Rita Isadora Pessoa
síndrome de circe
Por baixo da face lisa e superficial das coisas, há outra que aguarda para rasgar o mundo em dois (Madeline Miller)
por trás de um rei ou governante
há sempre seus conspiradores
dentro de um cavalo………. já coube
[disseram]
a queda de uma cidade
………………………….no focinho subterrâneo de um panteão
rela,,,,,outro ………………..adormecido
………………………………….mas não vencido
…………………….e por trás de um olimpiano
há…-quem sabe-…uma titânide….com planos insondáveis
….dentro de uma horda de porcos
pode habitar uma comitiva de tripulantes
…em lenta metamorfose anacrônica
…a história se repete …..veja bem
se repete…..se repete…..se repete
….. ….. ….. ..só não se repete mais
do que os homens…..e os deuses
….. ….. ….. repetem a si mesmos
***
devagar
com o pensamento em Ana C.
troco o hímen
por um homem
como quem troca
um fonema
………..por outro
………..a pele
………..por outra
flor
escrita nas imediações
…………….das catástrofes naturais
***
prece para acelerar o fim do mundo
senhor, fazei com que eu evite a caixa. eu quero abri-la.
quero abrir, mas não posso.
penso que há qualquer coisa de luxuriante em caixas
e não sei o que fazer com as minhas mãos
senhor, que eu mantenha distância segura.
que eu mantenha as minhas mãos longe dela. da caixa.
de dentro vaza um zumbido,
como se vespas estivessem esperando
apenas uma breve oportunidade para escapar.

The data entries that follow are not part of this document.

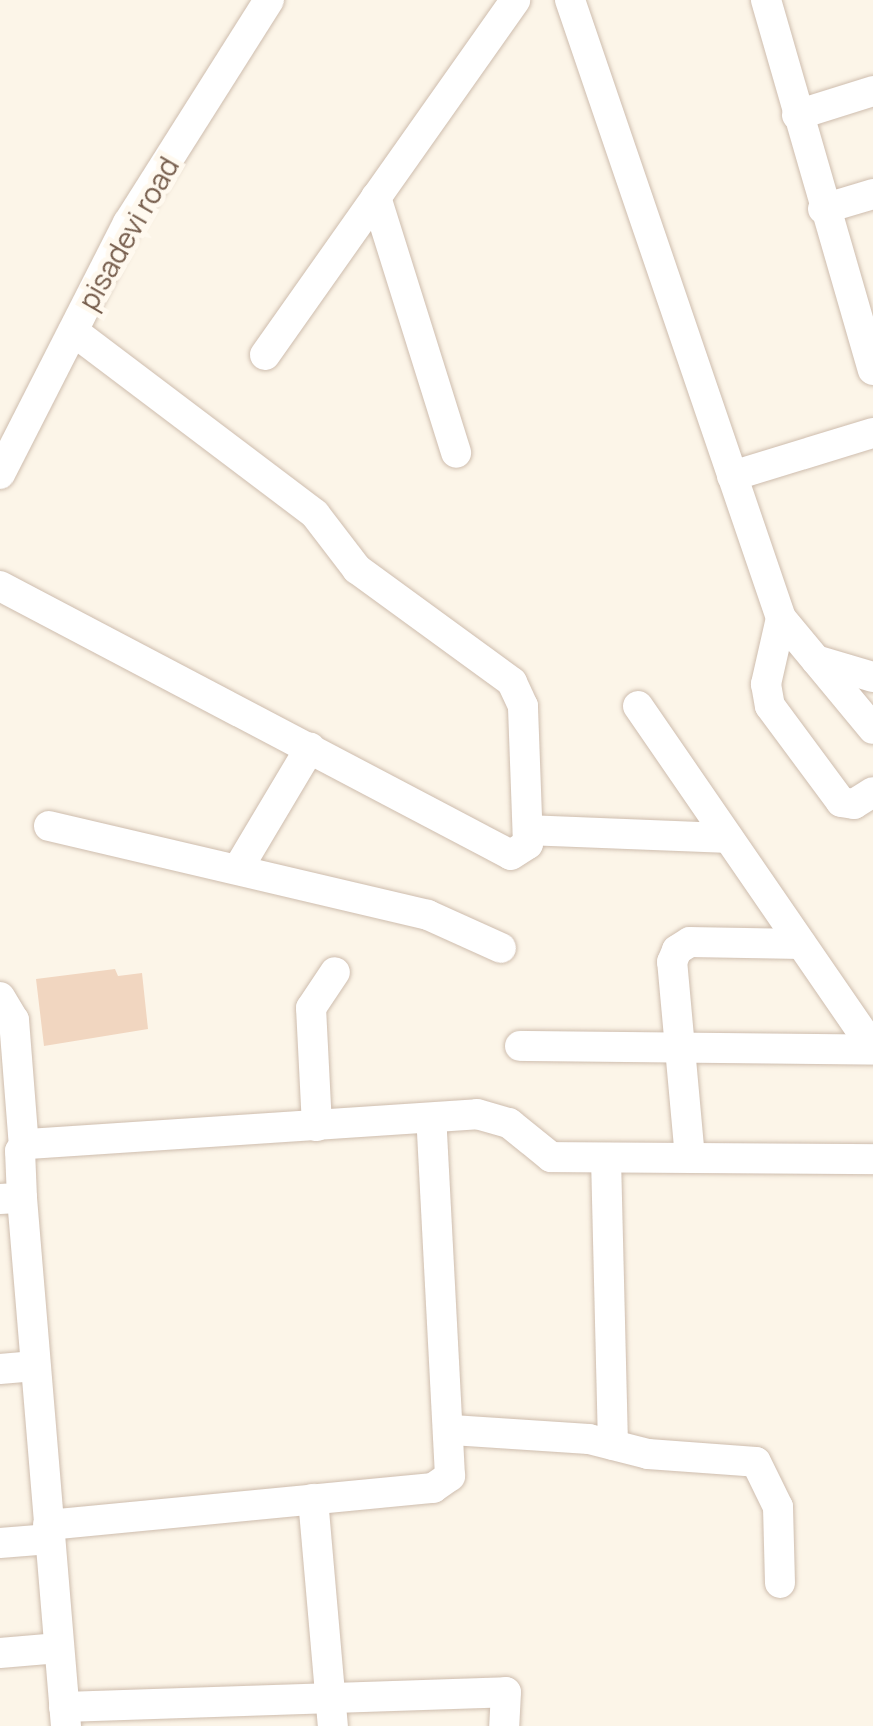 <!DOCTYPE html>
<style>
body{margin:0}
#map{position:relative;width:873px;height:1726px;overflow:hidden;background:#fcf5e8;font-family:Manrope,sans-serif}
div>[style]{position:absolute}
.building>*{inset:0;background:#f1d6c0}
.roads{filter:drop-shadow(0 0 2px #cebdae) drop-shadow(0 0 2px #cebdae)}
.minor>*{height:30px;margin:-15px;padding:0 15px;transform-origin:15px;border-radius:15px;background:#fff}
span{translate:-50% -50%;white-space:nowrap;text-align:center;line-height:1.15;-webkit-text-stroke:10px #fff9ef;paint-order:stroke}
.street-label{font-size:28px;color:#765d4c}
</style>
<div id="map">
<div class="building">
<div style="clip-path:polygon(115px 969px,118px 976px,142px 973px,148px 1029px,44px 1046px,36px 979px)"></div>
</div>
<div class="roads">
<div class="minor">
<div style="left:570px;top:0;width:653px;rotate:71.15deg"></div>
<div style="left:781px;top:618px;width:144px;rotate:50.3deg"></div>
<div style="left:766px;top:0;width:385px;rotate:73.9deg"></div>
<div style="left:797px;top:115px;width:80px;rotate:-17.5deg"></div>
<div style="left:376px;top:197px;width:268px;rotate:72.6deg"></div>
<div style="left:823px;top:209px;width:52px;rotate:-16.7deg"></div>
<div style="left:265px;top:355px;width:434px;rotate:-54.8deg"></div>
<div style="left:0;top:474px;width:282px;rotate:-63deg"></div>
<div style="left:128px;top:223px;width:264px;rotate:-57.7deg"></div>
<div style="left:732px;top:476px;width:147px;rotate:-17deg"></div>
<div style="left:0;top:586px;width:577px;rotate:27.76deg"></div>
<div style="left:511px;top:855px;width:20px;rotate:-33deg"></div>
<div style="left:528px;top:844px;width:138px;rotate:-92.1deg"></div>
<div style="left:523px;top:706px;width:26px;rotate:-115deg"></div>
<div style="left:512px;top:682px;width:192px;rotate:-143.9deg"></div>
<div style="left:357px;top:569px;width:69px;rotate:-127.4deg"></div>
<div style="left:315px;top:514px;width:303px;rotate:-142.9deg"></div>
<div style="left:781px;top:618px;width:68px;rotate:102.8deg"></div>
<div style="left:766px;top:684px;width:22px;rotate:80deg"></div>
<div style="left:770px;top:706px;width:119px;rotate:53.5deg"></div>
<div style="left:841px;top:802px;width:13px;rotate:9deg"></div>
<div style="left:854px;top:804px;width:22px;rotate:-32deg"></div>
<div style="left:816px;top:660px;width:59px;rotate:16.6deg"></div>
<div style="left:638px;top:706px;width:415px;rotate:55.5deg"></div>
<div style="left:49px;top:826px;width:389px;rotate:13.2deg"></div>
<div style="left:428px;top:915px;width:80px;rotate:24.3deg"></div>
<div style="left:528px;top:830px;width:200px;rotate:2.3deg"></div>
<div style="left:239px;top:867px;width:139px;rotate:-59.2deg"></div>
<div style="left:0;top:997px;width:27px;rotate:59deg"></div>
<div style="left:14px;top:1020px;width:126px;rotate:85.5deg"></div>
<div style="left:520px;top:1046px;width:353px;rotate:0.6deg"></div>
<div style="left:317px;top:1126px;width:118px;rotate:-92.9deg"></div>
<div style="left:311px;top:1008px;width:43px;rotate:-56.3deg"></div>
<div style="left:606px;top:1158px;width:287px;rotate:88.6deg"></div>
<div style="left:690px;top:1158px;width:197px;rotate:-95.2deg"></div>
<div style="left:672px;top:962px;width:13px;rotate:-67deg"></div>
<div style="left:677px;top:950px;width:15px;rotate:-32deg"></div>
<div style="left:690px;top:942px;width:111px;rotate:1deg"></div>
<div style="left:22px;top:1198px;width:530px;rotate:85.24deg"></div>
<div style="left:0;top:1199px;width:22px;rotate:-3deg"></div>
<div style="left:22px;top:1198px;width:47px;rotate:-92.4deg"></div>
<div style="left:20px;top:1151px;width:11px;rotate:-41deg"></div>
<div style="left:28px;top:1144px;width:450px;rotate:-3.8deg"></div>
<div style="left:477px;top:1114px;width:33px;rotate:16deg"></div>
<div style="left:509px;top:1123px;width:54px;rotate:39deg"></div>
<div style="left:551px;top:1157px;width:322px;rotate:0.4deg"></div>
<div style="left:0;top:1369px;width:35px;rotate:-5deg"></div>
<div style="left:452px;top:1430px;width:137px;rotate:3.8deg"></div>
<div style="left:589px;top:1439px;width:61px;rotate:14.3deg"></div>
<div style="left:648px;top:1454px;width:108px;rotate:4.2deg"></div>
<div style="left:756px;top:1462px;width:50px;rotate:63.9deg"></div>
<div style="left:778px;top:1507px;width:76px;rotate:88.5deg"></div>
<div style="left:313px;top:1499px;width:228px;rotate:85deg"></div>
<div style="left:48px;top:1525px;width:387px;rotate:-5.5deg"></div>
<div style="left:433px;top:1488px;width:21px;rotate:-35deg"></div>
<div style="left:450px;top:1476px;width:358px;rotate:-93deg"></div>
<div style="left:0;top:1543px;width:50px;rotate:-4.6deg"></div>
<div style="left:0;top:1653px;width:59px;rotate:-4.8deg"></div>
<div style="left:64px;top:1707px;width:442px;rotate:-1.9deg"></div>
<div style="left:506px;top:1692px;width:34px;rotate:93deg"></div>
</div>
</div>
<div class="street-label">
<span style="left:128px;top:233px;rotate:-60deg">pisadevi road</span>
</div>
</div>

a caixa é quadrada e hermética,
como um experimento de Haldane.
peço que eu mantenha as minhas mãos pousadas sobre o colo.
mas, senhor,
os meus dedos passeiam pela caixa,
pela rugosidade de sua tampa, por seus sulcos e reentrâncias.
sinto que são sinais, símbolos que não compreendo.
não sei decifrar.
ela queima ao toque, a caixa.
no seu verso há uma inscrição onde lê-se:
“propriedade de pandora.
abra por sua própria conta e risco”.
senhor, fazei com que eu não abra a caixa.
sim, sei que vou abrir.
***
duas árvores
a árvore relembra …..o tropismo
primordial……do broto pela luz
como a madeira antecipa também…na lenha
a brasa …….. e o metal deseja no fogo….a forja
***
primavera autocrata politeísta apocalíptica
deixem a primavera para bandini
e para keats com seus pulmões em colapso
os girassóis para van gogh
e pelo amor dos deuses, se falarem de andorinhas
que elas sejam radioativas
………e não melancólicas
porque aqui não aceitamos mais andorinhas
e nem albatrozes brancos
……………..anacrônicos
apenas os sanguinários
homicidas.
aqui nos movemos
………..na sombra
e cultuamos
tudo aquilo que é
suavemente
…~gótico~
[e portanto
deslocado
nos trópicos]
então desliguem
os holofotes
e apreciem
aquilo que cresce e goteja
úmido entre as frestas.
***
jantar com panteras
estar com você e seus comparsas
era como jantar com panteras
a consciência
do risco
sempre presente
nos dentes faiscantes
um gesto em falso
[ um movimento abrupto ]
e o cardápio muda de direção
estar com você
como quem observa
a barba de um homem
crescer
o milagre de uma barba
a barba deste homem
despontar
ao longo do dia
e das semanas
no aprendizado de um tempo outro
[ um tempo medido na grandeza
de capilares quebrados e brotos
recém rompidos
de sementes
e afluentes
um tempo medido
na velocidade de gotas
forjando um novo estuário ]
estar com você, criatura dupla
habitante de dois mundos
o estuário….o mangue….a encruzilhada
metade homem metade cavalo
no galope compassado dos alagadiços
entre juncos cobertos de sal e mel
você me interrompe
e diz ‘ela não gosta de leite vaporizado’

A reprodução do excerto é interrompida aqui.